Just a good glimpse of what Microsoft has planned for the next 2-3 years. I see PDC as an important opportunity to see the long term vision start to take shape. Longhorn, Yukon and Whidbey are the three key technologies I want to understand more about.
Yukon, I think. represents a major change in the way we design multi-tier systems. Tim Sneath recently wrote about this - and i think he may be on to something. Tim argues that with ability to put business logic, expressed as managed code, into the database, that the middle tier is dead. I think he's right that the purpose of the current middle tier, business logic, really belongs in the db. But I think he's wrong about predicting the death of the middele tier for two reasons. First, it will take companies years to migrate to Yukon. Mainstream adoption is at lead 18 months away so inertia is a factor. But more importantly, the middle tier will exist to orchestrate, The front end UI tier will remain client side - but i see the middle tier as orchestrating the various services that are available in a SOA approach.

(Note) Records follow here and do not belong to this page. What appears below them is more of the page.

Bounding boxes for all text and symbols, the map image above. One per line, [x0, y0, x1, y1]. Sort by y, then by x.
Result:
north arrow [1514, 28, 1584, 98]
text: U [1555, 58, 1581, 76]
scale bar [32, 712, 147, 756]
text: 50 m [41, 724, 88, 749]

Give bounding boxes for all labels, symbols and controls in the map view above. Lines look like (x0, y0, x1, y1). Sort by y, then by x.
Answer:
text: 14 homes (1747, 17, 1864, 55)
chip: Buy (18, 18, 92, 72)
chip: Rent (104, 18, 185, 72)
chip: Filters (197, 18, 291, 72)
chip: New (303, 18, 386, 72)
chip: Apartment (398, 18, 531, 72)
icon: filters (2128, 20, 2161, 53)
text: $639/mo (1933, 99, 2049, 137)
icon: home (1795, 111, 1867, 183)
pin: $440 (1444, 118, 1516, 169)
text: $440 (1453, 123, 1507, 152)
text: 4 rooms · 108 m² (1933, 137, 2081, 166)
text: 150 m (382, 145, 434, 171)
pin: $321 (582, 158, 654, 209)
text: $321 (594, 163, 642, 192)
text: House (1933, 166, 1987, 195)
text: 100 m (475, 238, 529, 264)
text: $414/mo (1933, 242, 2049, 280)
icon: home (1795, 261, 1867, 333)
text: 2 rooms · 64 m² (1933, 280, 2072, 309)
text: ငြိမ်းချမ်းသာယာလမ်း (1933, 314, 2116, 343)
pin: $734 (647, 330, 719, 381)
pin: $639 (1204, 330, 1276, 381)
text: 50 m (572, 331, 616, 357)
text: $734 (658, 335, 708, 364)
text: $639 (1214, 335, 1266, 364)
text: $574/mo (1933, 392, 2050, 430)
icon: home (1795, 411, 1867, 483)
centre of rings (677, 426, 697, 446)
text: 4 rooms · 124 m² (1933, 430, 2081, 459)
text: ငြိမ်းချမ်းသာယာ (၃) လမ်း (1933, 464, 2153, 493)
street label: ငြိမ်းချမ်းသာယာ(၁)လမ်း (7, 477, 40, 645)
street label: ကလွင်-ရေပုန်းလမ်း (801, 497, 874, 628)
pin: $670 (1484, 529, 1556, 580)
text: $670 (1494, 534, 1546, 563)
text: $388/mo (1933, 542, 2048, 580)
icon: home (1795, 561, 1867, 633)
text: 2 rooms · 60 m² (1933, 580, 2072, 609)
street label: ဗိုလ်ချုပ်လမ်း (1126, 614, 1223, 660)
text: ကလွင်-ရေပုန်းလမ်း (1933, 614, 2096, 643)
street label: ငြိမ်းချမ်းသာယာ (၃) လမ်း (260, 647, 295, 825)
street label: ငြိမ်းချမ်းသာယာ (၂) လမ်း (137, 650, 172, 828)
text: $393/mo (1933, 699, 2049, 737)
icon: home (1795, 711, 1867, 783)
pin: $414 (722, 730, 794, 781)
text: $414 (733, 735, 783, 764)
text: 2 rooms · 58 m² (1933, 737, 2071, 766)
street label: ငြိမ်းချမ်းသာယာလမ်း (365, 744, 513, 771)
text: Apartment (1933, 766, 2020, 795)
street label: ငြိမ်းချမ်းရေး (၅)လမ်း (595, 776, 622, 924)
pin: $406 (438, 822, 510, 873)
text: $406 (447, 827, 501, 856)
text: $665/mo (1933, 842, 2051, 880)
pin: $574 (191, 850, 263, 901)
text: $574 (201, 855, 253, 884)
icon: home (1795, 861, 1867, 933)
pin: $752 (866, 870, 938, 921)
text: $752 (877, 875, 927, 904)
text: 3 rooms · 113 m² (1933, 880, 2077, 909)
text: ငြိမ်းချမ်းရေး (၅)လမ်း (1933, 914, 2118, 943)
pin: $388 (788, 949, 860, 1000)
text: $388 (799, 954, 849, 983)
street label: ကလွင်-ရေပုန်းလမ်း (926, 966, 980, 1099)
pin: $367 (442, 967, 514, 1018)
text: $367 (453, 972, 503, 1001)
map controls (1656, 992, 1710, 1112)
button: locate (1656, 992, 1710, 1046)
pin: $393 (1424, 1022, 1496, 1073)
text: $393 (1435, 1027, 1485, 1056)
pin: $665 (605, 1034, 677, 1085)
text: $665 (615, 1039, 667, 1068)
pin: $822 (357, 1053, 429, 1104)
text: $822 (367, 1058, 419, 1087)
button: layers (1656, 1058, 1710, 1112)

Longhorn is both the next client and the next server, so it too is highly important. The cliente is some what less interesting although I have to be careful how I say this - Scoble will give me too much grief!! In the space I work in, businesses have trouble understanding the value proposion of XP, let alone something beyond that. When I see all the fantastic UI shots, I have to ask: will this make the knowedge worker more productive? Can he/she answer emails, write documents or prepare presentations faster? I don't know the answer to this - although I can see how WinFS will help me to organise the chaos that is my workstation!!
Whidbey, of the three, is the least exciting aspect of the PDC. I've seen some of the new features (generics, iterators, etc) and have been playing with the Whidbey alpha for a while - I guess I'm just not enough of a geek to get overly excited.